* **Your goal**
When a line in the entries contains the word "street", copy that line in full.
-------- Entries shown
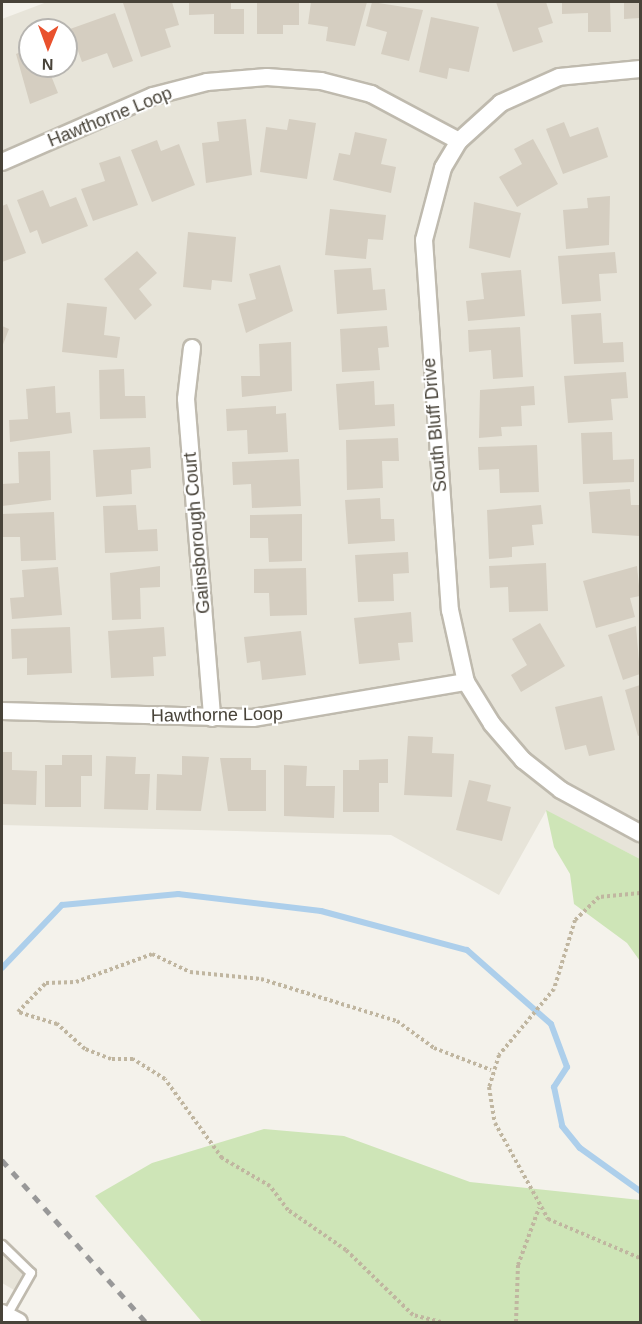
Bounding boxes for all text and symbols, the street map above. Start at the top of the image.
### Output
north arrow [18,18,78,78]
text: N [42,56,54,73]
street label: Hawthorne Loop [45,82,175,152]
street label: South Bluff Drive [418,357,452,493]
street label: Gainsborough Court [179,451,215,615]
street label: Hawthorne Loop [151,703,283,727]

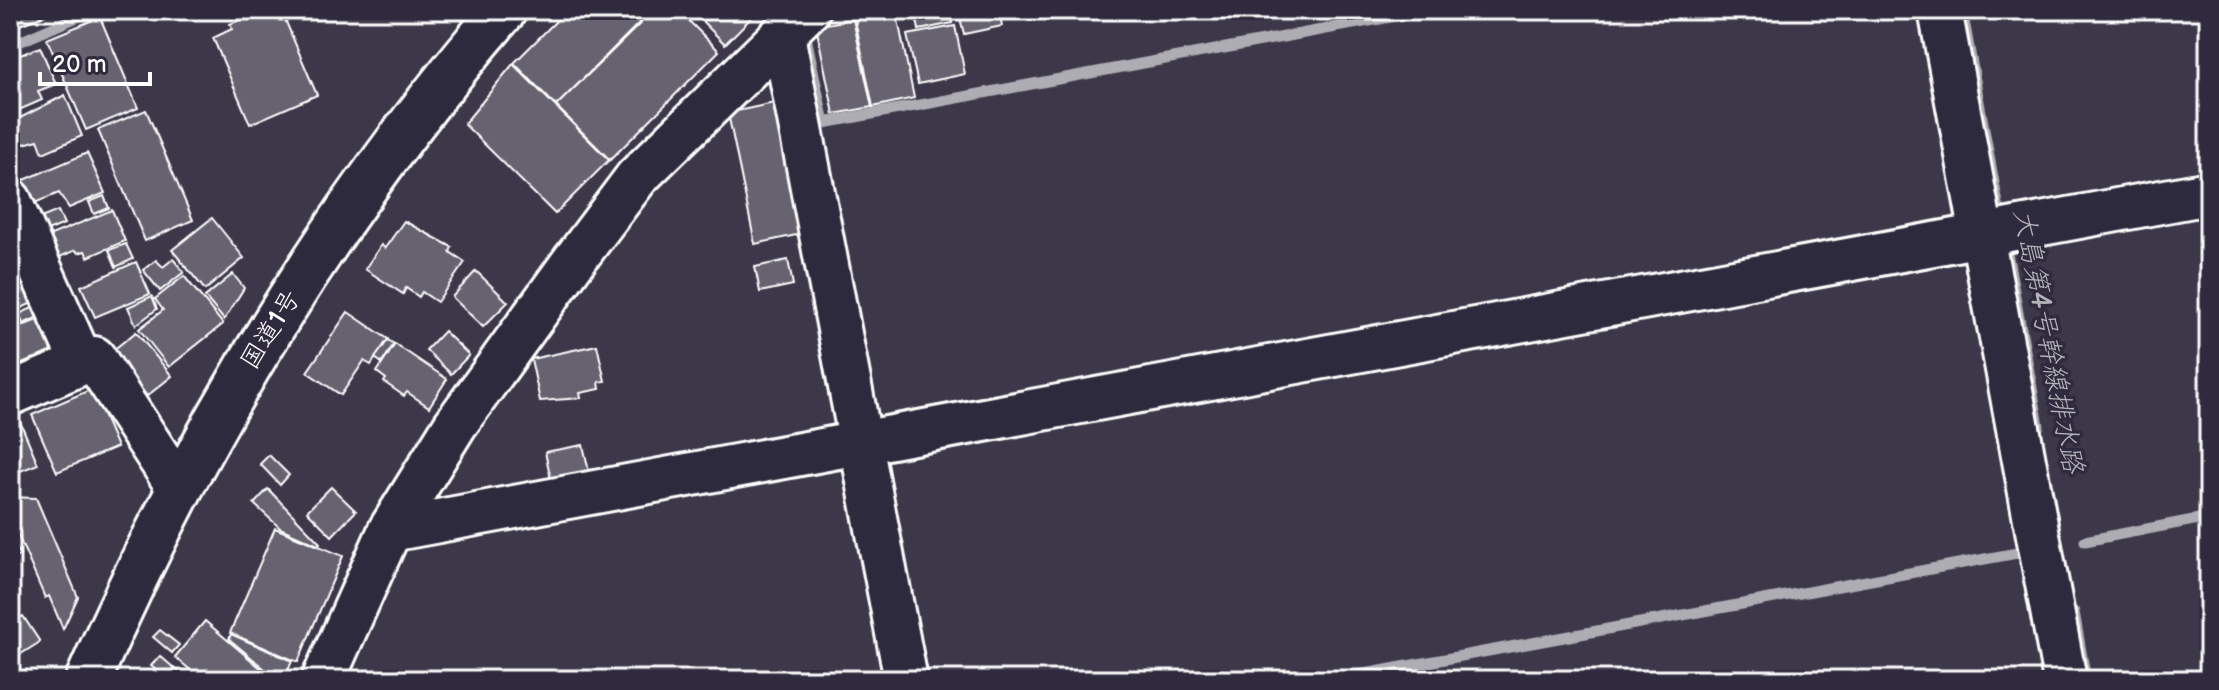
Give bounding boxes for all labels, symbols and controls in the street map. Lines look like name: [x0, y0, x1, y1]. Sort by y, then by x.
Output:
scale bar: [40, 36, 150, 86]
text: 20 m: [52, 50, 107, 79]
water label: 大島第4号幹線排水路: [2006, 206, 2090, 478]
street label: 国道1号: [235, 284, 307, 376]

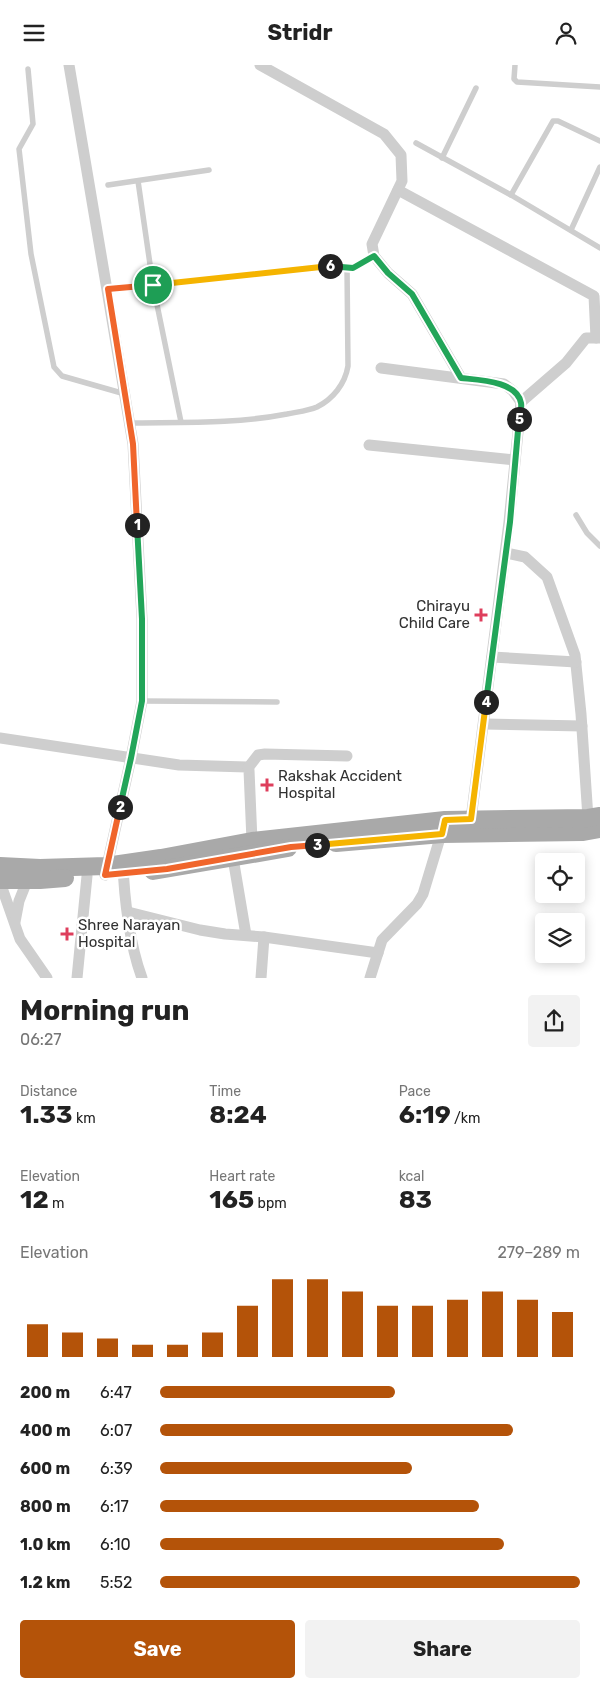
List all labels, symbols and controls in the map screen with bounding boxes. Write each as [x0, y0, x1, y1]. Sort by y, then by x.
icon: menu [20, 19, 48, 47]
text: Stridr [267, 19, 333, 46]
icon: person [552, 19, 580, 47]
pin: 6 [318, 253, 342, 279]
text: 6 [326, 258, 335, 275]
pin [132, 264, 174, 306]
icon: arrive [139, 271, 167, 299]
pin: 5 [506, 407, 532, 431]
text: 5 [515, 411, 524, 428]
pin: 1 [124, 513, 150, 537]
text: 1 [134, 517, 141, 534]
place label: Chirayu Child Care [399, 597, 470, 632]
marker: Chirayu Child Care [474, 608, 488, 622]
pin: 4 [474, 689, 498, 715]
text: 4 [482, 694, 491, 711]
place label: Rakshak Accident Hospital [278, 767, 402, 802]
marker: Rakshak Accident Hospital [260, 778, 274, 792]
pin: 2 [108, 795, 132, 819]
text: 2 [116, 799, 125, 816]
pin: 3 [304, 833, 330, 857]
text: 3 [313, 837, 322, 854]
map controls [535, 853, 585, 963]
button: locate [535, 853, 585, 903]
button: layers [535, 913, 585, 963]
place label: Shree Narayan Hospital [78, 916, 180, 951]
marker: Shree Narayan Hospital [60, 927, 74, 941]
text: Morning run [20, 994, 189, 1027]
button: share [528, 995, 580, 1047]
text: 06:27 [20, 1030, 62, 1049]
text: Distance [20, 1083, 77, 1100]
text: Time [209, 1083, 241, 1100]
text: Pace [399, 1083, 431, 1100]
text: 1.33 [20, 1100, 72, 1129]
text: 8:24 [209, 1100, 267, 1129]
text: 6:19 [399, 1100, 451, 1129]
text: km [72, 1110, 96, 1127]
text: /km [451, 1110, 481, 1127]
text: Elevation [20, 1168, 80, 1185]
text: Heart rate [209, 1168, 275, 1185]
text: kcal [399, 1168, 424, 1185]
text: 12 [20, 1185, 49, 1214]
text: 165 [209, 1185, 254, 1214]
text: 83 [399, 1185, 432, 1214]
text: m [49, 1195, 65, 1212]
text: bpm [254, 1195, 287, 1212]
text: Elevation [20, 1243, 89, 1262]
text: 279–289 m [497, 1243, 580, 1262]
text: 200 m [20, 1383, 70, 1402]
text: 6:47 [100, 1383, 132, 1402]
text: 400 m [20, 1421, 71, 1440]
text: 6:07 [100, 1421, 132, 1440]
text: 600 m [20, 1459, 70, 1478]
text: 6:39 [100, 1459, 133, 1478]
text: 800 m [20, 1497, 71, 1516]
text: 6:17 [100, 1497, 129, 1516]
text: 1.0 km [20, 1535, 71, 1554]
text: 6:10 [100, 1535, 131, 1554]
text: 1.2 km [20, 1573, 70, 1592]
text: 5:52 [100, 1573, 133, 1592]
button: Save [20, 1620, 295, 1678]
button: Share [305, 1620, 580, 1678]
----------------
* **Result of this task**
Bounding boxes for all text and symbols, the street map above. Start at the top of the image.
street label: Hawthorne Loop [45,82,175,152]
street label: South Bluff Drive [418,357,452,493]
street label: Gainsborough Court [179,451,215,615]
street label: Hawthorne Loop [151,703,283,727]
Give bounding boxes for all labels, symbols and controls in the street map. Lines look like name: [x0, y0, x1, y1]. Sort by y, then by x.
street label: 国道1号: [235, 284, 307, 376]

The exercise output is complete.